Tritium is a radioactive isotope of hydrogen. The emitted electrons from the radioactive decay of small amounts of tritium cause phosphors to glow so as to make self-powered lighting devices called beta lights, which are now used in firearm night sights, watches, exit signs, map lights, knives and a variety of other devices. This takes the place of radium, which can cause bone cancer and has been banned in most countries for decades. Commercial demand for tritium is 400 grams per year and the cost is approximately US $30,000 per gram.
Since tritium is a low energy beta emitter, it is not dangerous externally (its beta particles are unable to penetrate the skin), but it can be a radiation hazard when inhaled, ingested via food or water, or absorbed through the skin.
A brand name under which strontium aluminate–based non-radioactive and nontoxic photoluminescentor afterglow pigments for illuminating markings on watch dials, hands and bezels, etc. in the dark are marketed.
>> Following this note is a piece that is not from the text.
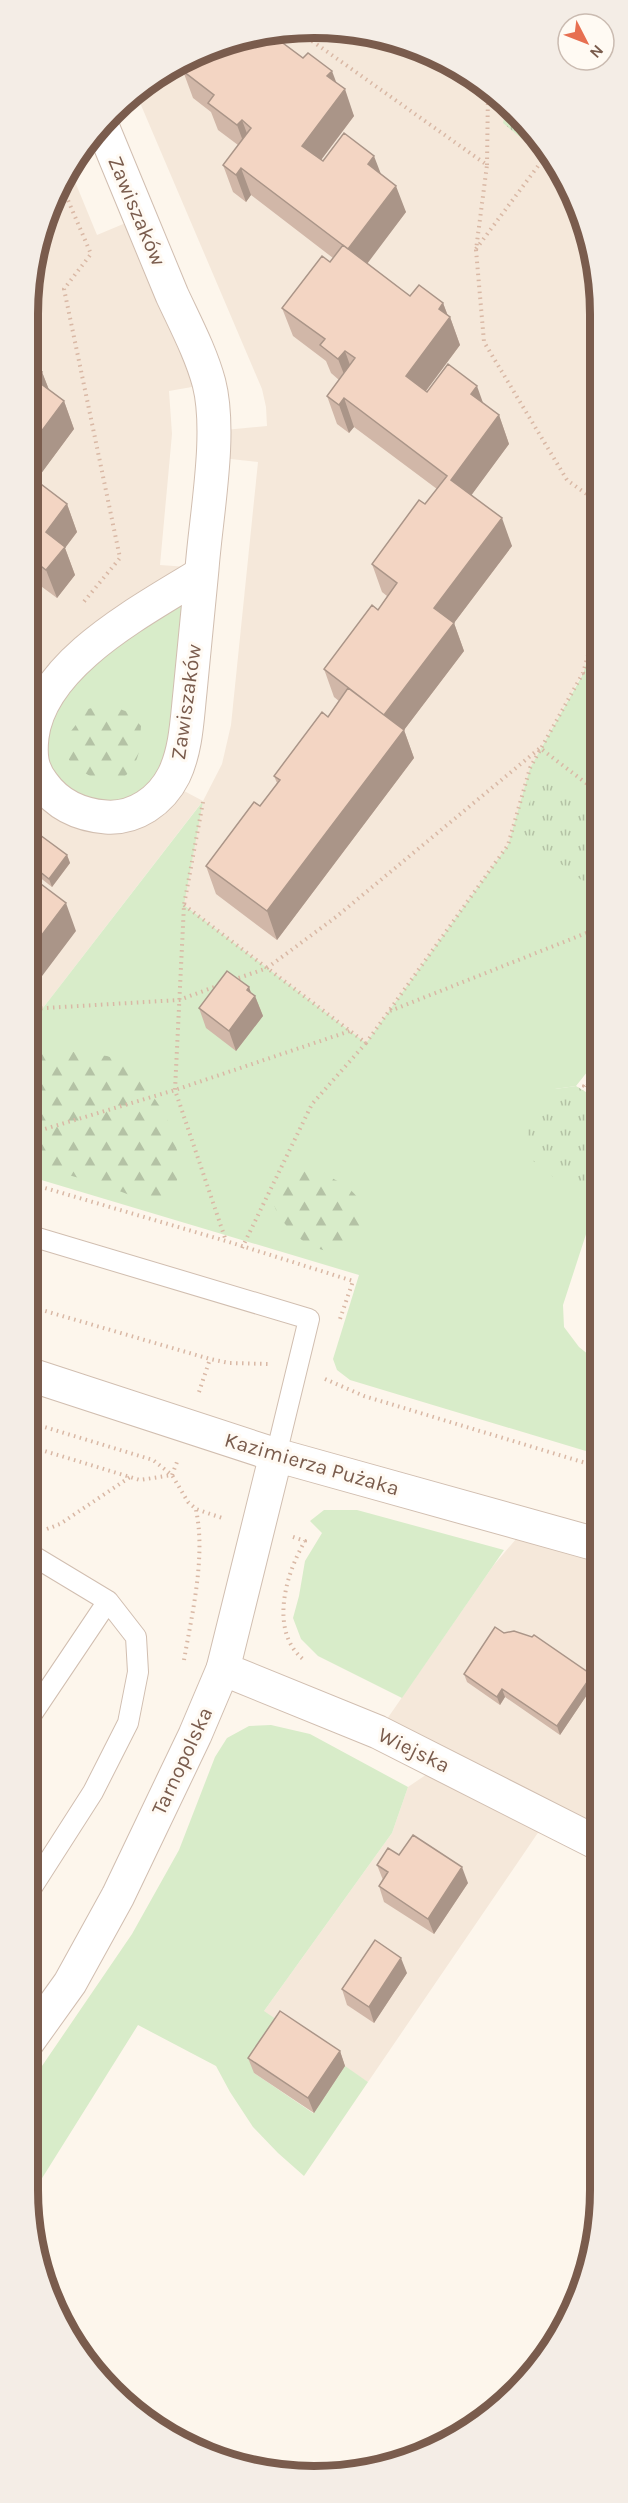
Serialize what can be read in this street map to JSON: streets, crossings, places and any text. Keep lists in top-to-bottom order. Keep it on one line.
{"streets":{"street":["Zawiszaków","Kazimierza Pużaka","Wiejska","Tarnopolska"]},"crossings":[["Kazimierza Pużaka","Tarnopolska"],["Wiejska","Tarnopolska"]],"north":"bottom right"}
This technology offers up to ten times higher brightness than previous zinc sulfide-based materials.
Super-LumiNova is based on LumiNova pigments, invented in 1993 by Nemoto & Co., Ltd. of Japan as a safe replacement for radium-based luminous paints. This type of phosphorescent pigments, often called lume, operate as a light battery. After sufficient activation by sunlight or artificial light, they glow in the dark for hours. Larger markings are visible for the whole night. This activation and subsequent light emission process can be repeated again and again, and the material does not suffer any practical ageing.